As Britain braces itself for major funding cuts across the public sector, reducing funding for anti-terrorism measures will make Britain vulnerable.

London: As Britain braces itself for major
funding cuts across the public sector, reducing funding for
anti-terrorism measures will make Britain vulnerable to
Mumbai-style attacks, a senior officer of the Scotland Yard
has warned.

A figure of 150 million pounds is expected to be
slashed from anti-terrorism budget, even as a think-tank said
that al Qaeda remained the biggest threat to British security.

As the fifth anniversary of the 7 July London bombings
looms, many question the wisdom of effecting major funding
cuts in anti-terrorism measures even though the terror threat
level continues to be `severe` in Britain.
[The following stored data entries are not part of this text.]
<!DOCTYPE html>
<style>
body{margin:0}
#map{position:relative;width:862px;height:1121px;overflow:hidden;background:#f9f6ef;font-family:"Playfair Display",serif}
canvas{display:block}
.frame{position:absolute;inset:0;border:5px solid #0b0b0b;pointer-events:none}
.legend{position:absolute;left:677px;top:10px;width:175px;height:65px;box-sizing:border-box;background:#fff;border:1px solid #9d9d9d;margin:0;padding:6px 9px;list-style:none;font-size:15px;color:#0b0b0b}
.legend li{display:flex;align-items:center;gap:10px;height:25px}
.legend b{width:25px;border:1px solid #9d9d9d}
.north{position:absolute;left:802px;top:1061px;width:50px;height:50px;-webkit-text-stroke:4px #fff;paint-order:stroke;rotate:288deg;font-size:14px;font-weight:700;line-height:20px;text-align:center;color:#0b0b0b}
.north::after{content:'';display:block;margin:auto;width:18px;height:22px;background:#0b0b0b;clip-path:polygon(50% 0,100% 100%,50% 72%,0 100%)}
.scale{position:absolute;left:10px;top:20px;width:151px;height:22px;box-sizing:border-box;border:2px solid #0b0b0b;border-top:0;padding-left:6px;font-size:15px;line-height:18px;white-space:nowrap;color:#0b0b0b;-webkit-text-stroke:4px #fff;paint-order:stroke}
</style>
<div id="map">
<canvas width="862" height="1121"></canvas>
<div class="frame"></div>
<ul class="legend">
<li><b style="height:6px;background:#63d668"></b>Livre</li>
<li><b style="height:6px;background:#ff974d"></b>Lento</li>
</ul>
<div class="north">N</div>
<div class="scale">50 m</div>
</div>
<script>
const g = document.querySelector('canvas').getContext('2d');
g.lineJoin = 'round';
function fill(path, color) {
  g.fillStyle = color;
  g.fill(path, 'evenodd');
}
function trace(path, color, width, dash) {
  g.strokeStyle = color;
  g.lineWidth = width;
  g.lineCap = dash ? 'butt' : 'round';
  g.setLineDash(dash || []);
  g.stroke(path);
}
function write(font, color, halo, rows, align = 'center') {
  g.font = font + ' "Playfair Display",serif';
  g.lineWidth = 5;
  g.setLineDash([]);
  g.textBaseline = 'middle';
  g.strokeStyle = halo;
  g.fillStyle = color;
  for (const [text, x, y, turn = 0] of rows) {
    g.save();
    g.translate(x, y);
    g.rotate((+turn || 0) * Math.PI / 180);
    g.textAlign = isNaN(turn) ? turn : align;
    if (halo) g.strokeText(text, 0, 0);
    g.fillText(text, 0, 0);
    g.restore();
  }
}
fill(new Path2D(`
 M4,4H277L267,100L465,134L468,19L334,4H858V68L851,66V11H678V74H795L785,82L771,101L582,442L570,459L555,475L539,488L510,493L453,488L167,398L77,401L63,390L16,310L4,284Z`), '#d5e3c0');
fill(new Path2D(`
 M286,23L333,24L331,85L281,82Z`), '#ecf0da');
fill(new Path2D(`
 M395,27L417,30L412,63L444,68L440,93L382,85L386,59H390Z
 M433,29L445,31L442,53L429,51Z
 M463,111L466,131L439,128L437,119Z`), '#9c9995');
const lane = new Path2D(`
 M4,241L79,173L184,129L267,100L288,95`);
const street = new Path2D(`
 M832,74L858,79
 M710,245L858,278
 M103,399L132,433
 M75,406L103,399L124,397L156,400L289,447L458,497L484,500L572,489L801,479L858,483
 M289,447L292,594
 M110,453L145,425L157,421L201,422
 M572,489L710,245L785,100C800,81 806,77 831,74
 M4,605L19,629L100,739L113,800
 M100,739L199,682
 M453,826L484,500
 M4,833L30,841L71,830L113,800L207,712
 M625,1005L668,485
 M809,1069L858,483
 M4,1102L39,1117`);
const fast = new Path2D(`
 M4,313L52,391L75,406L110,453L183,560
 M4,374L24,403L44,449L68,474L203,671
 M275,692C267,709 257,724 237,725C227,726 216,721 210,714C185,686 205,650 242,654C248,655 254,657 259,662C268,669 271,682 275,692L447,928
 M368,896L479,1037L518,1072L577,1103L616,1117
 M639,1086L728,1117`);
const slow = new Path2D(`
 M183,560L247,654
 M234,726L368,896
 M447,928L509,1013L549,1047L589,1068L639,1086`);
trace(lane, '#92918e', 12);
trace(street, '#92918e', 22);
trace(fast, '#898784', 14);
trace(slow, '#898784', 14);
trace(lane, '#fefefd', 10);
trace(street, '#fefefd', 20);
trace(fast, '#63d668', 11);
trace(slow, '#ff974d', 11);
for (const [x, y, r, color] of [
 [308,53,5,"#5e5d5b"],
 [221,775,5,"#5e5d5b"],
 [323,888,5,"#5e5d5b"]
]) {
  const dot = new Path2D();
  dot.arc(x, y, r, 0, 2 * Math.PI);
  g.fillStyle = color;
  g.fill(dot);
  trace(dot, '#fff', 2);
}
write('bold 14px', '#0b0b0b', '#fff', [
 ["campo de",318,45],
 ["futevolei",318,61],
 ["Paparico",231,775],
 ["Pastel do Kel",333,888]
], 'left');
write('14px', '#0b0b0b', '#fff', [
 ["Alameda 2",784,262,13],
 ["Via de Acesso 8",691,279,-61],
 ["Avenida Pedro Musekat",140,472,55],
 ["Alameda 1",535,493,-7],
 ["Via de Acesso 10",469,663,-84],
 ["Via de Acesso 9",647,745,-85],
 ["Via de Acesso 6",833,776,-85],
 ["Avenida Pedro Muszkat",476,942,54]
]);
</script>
Scotland Yard Assistant Commissioner John Yates,
reportedly told a closed door session of a chief constables
conference that the Metropolitan Police would have 87 million
pounds less for the anti-terror budget.

Specialist counter-terrorism units could be required
to save up to 62 million pounds, he said, adding that cuts on
that scale could not be achieved without a "rising burden of
risk".

Yates said protecting the 2012 London Olympic Games
remained a priority, but that would be costly.
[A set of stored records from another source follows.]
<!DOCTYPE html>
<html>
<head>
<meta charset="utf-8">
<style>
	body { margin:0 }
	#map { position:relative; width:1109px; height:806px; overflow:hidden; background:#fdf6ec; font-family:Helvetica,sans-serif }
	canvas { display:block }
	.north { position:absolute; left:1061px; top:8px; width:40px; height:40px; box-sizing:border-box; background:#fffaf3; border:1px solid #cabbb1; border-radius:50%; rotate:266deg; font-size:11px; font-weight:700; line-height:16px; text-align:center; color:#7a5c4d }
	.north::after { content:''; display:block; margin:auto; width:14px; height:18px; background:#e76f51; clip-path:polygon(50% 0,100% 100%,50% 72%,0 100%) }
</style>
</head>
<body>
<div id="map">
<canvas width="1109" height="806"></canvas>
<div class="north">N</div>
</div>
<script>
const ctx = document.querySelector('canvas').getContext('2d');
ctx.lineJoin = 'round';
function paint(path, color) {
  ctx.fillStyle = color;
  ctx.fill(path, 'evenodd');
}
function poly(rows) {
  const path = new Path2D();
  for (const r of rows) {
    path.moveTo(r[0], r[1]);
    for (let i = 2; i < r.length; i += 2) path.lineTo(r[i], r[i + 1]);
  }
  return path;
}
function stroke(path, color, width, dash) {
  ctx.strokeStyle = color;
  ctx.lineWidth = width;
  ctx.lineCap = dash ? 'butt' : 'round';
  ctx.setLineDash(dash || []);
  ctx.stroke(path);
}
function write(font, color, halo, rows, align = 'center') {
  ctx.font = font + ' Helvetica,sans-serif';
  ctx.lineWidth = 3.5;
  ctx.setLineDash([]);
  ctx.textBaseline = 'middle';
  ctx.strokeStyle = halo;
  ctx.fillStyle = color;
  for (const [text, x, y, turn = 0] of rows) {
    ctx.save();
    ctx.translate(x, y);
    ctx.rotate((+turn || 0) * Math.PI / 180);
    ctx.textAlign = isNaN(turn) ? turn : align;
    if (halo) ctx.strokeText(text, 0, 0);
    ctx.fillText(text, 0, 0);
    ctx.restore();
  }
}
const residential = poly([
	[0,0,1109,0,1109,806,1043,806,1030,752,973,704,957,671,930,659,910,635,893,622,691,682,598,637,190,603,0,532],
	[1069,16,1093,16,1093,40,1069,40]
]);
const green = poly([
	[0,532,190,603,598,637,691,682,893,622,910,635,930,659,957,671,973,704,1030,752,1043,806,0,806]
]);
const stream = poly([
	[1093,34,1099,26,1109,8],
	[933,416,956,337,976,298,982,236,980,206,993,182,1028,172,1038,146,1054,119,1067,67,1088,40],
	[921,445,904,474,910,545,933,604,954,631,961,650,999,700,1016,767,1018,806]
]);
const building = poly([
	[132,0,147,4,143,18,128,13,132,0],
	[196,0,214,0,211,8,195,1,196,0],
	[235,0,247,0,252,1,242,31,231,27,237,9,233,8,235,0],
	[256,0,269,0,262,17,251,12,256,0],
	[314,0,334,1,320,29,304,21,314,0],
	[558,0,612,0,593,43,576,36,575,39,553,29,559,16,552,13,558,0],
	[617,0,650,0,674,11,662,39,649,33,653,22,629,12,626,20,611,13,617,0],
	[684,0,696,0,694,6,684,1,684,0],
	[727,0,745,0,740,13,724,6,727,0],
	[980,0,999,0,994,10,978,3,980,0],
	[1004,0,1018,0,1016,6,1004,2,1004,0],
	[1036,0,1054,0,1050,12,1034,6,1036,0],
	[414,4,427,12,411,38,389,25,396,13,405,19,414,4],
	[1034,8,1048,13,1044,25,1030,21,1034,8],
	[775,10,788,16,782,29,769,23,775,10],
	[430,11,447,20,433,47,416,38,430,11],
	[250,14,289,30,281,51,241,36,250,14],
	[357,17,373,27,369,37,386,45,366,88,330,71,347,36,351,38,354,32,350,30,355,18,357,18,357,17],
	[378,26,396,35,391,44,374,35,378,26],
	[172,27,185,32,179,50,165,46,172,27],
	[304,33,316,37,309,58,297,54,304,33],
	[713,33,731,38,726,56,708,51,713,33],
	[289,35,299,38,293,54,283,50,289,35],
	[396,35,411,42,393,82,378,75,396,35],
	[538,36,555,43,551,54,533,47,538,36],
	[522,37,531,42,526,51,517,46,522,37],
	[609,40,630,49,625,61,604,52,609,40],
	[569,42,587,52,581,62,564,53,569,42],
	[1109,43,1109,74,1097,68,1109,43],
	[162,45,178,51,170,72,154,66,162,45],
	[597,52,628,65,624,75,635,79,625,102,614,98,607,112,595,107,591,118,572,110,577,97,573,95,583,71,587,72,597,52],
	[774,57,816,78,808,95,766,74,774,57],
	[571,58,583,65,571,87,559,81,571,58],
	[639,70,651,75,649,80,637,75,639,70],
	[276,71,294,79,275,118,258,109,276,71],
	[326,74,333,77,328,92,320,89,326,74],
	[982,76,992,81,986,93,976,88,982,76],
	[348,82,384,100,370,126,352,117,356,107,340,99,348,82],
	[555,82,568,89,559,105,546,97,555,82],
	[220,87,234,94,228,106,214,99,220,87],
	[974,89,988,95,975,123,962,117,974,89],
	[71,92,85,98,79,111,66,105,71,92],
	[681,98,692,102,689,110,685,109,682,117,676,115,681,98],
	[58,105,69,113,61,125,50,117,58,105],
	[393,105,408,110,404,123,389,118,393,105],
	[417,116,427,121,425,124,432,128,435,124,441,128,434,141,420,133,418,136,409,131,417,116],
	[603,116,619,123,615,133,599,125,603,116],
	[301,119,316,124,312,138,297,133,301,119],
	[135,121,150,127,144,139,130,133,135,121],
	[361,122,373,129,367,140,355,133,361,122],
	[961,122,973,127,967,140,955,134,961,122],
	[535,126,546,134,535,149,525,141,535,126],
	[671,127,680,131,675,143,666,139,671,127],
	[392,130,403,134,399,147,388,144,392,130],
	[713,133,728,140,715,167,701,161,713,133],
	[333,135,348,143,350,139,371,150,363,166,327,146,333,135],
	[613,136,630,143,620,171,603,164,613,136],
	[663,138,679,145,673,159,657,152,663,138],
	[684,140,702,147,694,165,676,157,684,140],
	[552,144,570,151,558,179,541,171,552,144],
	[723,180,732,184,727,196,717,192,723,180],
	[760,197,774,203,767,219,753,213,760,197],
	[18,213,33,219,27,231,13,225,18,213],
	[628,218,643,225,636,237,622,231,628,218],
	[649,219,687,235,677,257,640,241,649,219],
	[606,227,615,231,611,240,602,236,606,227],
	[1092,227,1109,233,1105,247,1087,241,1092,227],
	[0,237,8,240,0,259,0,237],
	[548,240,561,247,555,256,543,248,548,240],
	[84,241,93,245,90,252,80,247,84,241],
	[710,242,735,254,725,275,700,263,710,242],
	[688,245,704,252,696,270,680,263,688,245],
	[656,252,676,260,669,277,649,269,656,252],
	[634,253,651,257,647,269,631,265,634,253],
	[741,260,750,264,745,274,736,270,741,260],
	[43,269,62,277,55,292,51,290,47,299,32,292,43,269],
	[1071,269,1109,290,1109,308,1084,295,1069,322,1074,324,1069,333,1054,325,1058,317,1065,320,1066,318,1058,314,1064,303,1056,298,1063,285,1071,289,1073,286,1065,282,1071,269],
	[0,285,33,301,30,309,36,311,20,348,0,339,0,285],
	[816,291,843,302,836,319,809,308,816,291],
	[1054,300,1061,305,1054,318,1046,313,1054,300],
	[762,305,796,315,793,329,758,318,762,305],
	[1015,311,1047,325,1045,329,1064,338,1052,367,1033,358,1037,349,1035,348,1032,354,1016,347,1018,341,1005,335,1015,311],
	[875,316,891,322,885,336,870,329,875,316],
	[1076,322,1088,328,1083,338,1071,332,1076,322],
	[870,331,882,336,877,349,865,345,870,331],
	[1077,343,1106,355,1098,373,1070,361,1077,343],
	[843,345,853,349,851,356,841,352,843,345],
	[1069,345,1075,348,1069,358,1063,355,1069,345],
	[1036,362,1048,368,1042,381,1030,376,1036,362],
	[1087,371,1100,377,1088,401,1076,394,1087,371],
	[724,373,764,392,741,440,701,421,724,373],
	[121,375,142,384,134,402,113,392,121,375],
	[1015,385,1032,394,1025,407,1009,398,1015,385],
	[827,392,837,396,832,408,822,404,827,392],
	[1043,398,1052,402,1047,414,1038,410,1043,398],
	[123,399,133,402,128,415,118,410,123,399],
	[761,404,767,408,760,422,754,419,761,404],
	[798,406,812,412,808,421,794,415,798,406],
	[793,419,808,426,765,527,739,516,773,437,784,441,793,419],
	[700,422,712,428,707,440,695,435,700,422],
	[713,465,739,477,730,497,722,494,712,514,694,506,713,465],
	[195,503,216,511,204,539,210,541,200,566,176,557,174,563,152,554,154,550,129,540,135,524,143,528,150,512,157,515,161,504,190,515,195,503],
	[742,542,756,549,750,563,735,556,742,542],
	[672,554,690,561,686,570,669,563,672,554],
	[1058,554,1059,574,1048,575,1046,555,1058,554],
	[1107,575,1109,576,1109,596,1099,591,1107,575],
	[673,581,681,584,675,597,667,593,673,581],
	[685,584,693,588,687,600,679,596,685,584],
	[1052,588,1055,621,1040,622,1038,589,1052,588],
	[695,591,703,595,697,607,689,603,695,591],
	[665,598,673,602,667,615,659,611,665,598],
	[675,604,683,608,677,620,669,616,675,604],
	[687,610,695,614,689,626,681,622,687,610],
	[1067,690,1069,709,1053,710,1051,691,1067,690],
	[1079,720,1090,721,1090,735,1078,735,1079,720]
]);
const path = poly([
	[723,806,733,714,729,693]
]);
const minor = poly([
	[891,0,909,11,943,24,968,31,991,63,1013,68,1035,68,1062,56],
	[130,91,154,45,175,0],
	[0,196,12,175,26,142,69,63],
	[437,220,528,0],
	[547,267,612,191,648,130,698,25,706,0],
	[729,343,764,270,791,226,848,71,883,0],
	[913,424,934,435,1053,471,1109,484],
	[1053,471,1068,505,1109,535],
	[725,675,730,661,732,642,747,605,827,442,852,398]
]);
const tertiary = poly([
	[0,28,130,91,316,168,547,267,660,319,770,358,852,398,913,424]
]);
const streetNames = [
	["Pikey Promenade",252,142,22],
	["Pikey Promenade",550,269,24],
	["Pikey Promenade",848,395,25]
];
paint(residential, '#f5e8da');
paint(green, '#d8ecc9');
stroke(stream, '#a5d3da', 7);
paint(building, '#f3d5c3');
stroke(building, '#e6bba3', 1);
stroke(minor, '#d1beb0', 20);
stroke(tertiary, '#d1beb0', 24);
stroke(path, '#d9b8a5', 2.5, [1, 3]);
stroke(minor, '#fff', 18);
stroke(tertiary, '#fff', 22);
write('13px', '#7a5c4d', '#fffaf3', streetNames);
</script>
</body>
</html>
Yates, however, was publicly rebuked by Cabinet Office
Minister Francis Maude, for his comments on the ground that
public servants should not indulge in "shroud waving" and
should be concentrating on getting costs down rather than
"alarming the public".

After Yates` speech to the Association of Chief Police
Officers in Manchester, his predecessor Andy Hayman said: "We
should be preparing for when the next attack happens - not
if".

"It is essential we prepare for every eventuality,
from a dirty bomb to a Mumbai-type attack. Fewer officers
means less coverage of dangerous terrorists," Hayman added.
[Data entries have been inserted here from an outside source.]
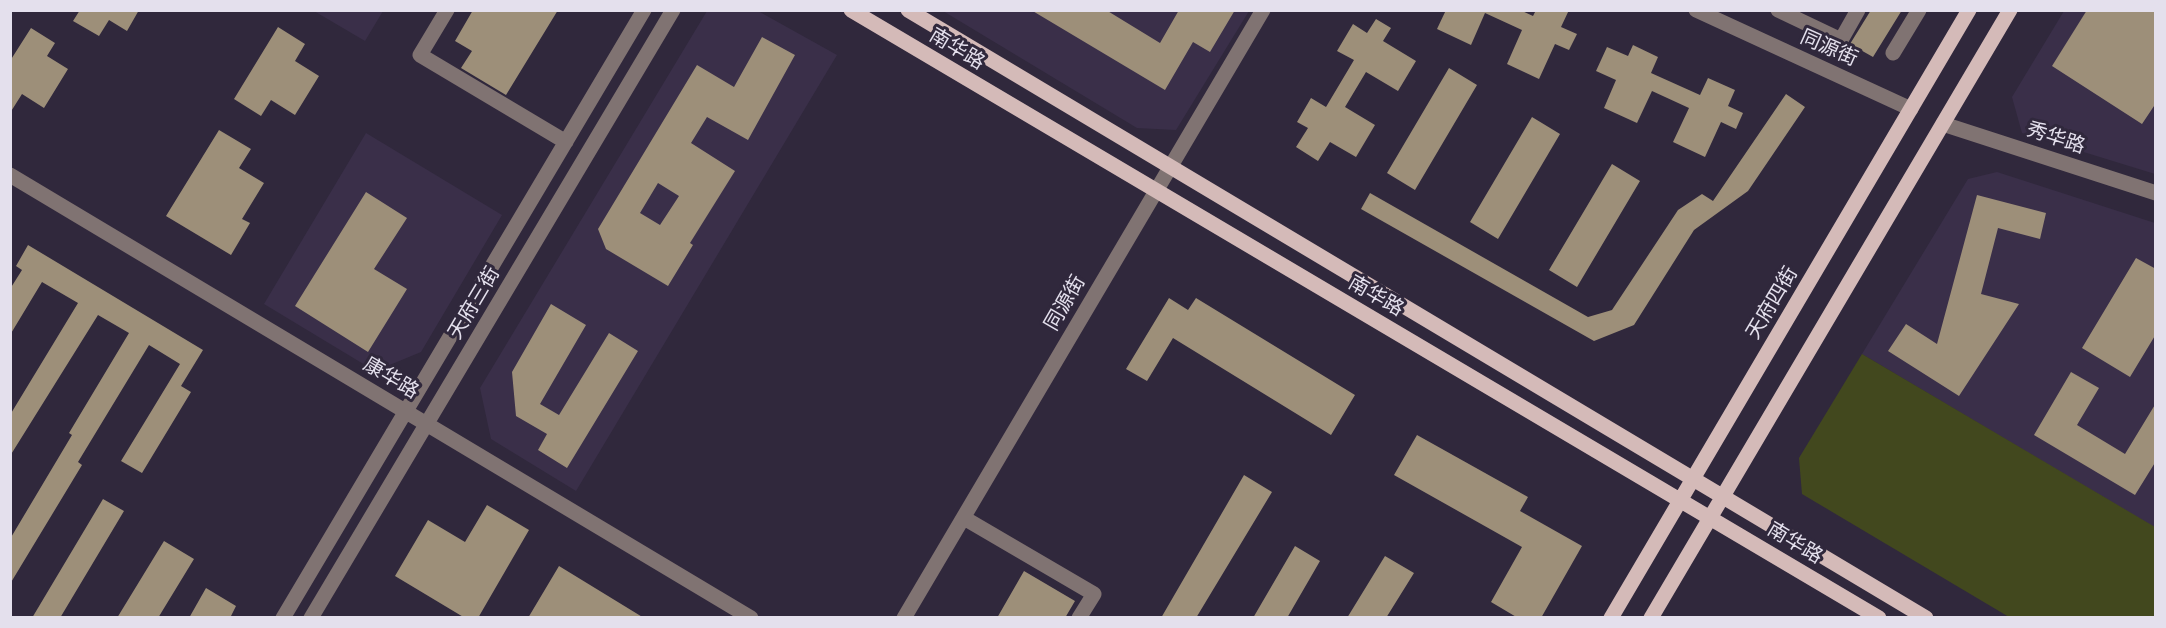 <!DOCTYPE html>
<html>
<head>
<meta charset="utf-8">
<style>
	body { margin:0 }
	#map { position:relative; width:2166px; height:628px; overflow:hidden; background:#30283c; font-family:"Crimson Pro",serif }
	canvas { display:block }
	.frame { position:absolute; inset:0; border:12px solid #e4e0ed; pointer-events:none }
</style>
</head>
<body>
<div id="map">
<canvas width="2166" height="628"></canvas>
<div class="frame"></div>
</div>
<script>
const c = document.querySelector('canvas').getContext('2d');
c.lineJoin = 'round';
function fill(path, color) { c.fillStyle = color; c.fill(path, 'evenodd'); }
const poly = rows => new Path2D(rows.map(r => 'M' + r).join(''));
function trace(path, color, width, dash) { c.strokeStyle = color; c.lineWidth = width; c.lineCap = dash ? 'butt' : 'round'; c.setLineDash(dash || []); c.stroke(path); }
function drawText(font, color, halo, rows, align = 'center') {
  c.font = font + ' "Crimson Pro","Noto Sans SC",serif'; c.lineWidth = 6; c.setLineDash([]); c.textBaseline = 'middle'; c.strokeStyle = halo; c.fillStyle = color; for (const [text, x, y, turn = 0] of rows) {
    c.save(); c.translate(x, y); c.rotate((+turn || 0) * Math.PI / 180); c.textAlign = isNaN(turn) ? turn : align; if (halo) c.strokeText(text, 0, 0); c.fillText(text, 0, 0); c.restore();
  }
}
fill(poly([
	[314,11,383,11,365,41],
	[707,11,758,11,837,55,576,491,491,439,480,388],
	[943,11,1249,11,1176,130,1137,128],
	[2064,11,2155,11,2155,174,2022,133,2012,97],
	[366,133,502,215,421,352,375,371,264,304],
	[1997,172,2155,223,2155,528,1862,354,1968,179]
]), '#3a2f49');
fill(poly([
	[1862,354,2155,527,2155,617,2009,617,1802,494,1799,458]
]), '#42481e');
fill(poly([
	[80,10,139,10,127,31,109,20,99,36,73,21],
	[473,10,558,10,506,95,461,68,472,51,455,41],
	[1031,10,1106,10,1160,43,1179,10,1235,10,1210,52,1193,42,1165,90],
	[1446,10,1520,10,1533,16,1536,10,1569,10,1561,27,1577,34,1569,50,1555,44,1539,79,1507,64,1522,30,1485,13,1471,45,1437,29],
	[1871,10,1902,10,1873,57,1850,44],
	[2087,10,2156,10,2156,103,2142,124,2052,66],
	[1376,19,1391,28,1383,41,1416,61,1398,91,1366,72,1345,107,1375,125,1356,157,1330,142,1318,161,1296,147,1308,128,1297,122,1311,98,1326,107,1354,60,1337,51,1353,24,1367,33],
	[278,27,305,44,295,61,319,76,295,115,271,100,261,116,234,99],
	[31,28,55,43,47,56,68,69,44,108,22,94,10,113,10,61],
	[762,37,795,55,748,140,707,117,691,143,735,171,690,243,693,245,668,286,606,249,598,229,697,65,734,87],
	[658,183,679,196,660,225,640,213],
	[1633,45,1658,57,1651,73,1700,95,1708,78,1735,90,1728,106,1743,113,1736,129,1721,122,1705,157,1673,142,1689,108,1652,91,1637,123,1604,108,1616,80,1596,71,1607,47,1628,56],
	[1449,68,1477,85,1415,190,1387,173],
	[1786,94,1805,107,1748,191,1694,230,1634,325,1594,341,1361,209,1370,193,1588,317,1612,310,1678,210,1702,194,1713,201],
	[1532,117,1560,134,1498,239,1470,222],
	[219,130,251,149,239,168,264,183,242,219,250,223,231,255,166,216],
	[1612,164,1640,181,1577,287,1549,270],
	[366,192,407,218,374,269,407,289,368,352,295,306],
	[1977,195,2046,213,2040,239,1998,228,1981,294,2019,304,1959,396,1888,351,1906,324,1937,344],
	[28,245,203,350,181,386,191,392,142,473,121,461,180,364,149,345,78,462,82,465,10,584,10,539,72,435,69,433,129,333,98,315,10,456,10,415,78,303,42,282,10,335,10,289,22,270,16,266],
	[2136,258,2156,269,2156,334,2130,377,2082,348],
	[1169,298,1188,310,1196,298,1355,395,1331,435,1173,338,1147,381,1126,369],
	[551,304,586,325,540,404,559,415,609,333,638,351,567,468,538,450,547,434,516,416,512,372],
	[2071,372,2099,388,2077,425,2125,454,2156,403,2156,461,2135,495,2034,435],
	[1417,435,1528,497,1520,511,1582,546,1541,618,1518,618,1491,602,1522,547,1394,475],
	[1244,475,1272,492,1196,618,1161,618],
	[103,499,124,511,60,618,32,618],
	[487,505,529,530,478,618,465,618,395,576,428,520,465,542],
	[164,541,194,559,158,618,117,618],
	[1295,546,1320,561,1287,618,1253,618],
	[1385,556,1414,573,1386,618,1347,618],
	[559,566,644,618,528,618],
	[1024,571,1075,601,1065,618,997,618],
	[206,588,236,606,230,618,189,618]
]), '#9d8f79');
trace(poly([
	[447,10,420,55,566,142],
	[1696,10,1911,109],
	[1778,10,1841,40,1858,10],
	[1893,53,1919,10],
	[1943,124,2156,193],
	[10,175,751,618],
	[964,518,1094,594,1079,618],
	[283,618,644,10],
	[311,618,673,10],
	[904,618,1263,10]
]), '#807372', 15);
trace(poly([
	[851,10,1879,618],
	[908,10,1926,618],
	[1611,618,1969,10],
	[1651,618,2010,10]
]), '#d4bab8', 15);
drawText('20px', '#e4e0ed', '#30283c', [
	["同源街",1829,48,24],
	["南华路",957,49,31],
	["秀华路",2056,138,18],
	["南华路",1376,296,30],
	["天府三街",474,303,-59],
	["同源街",1065,303,-60],
	["天府四街",1772,303,-59],
	["康华路",391,378,31],
	["南华路",1795,543,31]
]);
</script>
</body>
</html>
Meanwhile, the Centre for Social Cohesion said many
Britons of Pakistani origin were behind terrorist offences in
the country in the last decade.

It added in a report that over 2,000 people continue
to pose a terrorist threat to the country.

In its report titled `Islamist Terrorism: The British
Connections`, the centre said that al Qaeda or al Qaeda
inspired terrorism "remains the biggest threat to the UK`s
national security".

The report by Centre for Social Cohesion profiles 124
individuals who were convicted for suicide attacks or
terrorism offences in Britain between 1999 and 2009. Of them
"40 individuals had links with terrorist organisations",
mainly the al Qaeda and al-Muhajiroun.

Just under a third had attended one or more terrorist
training camps, "the most common location being Pakistan", the
report says.

Of the 124 individuals, 69 percent were those "holding
British nationality". Half of them had South Central Asian
ancestry.

Twenty-eight percent of these had "some Pakistani
heritage" of whom 80 percent "were British nationals with
Pakistani origins", the report says.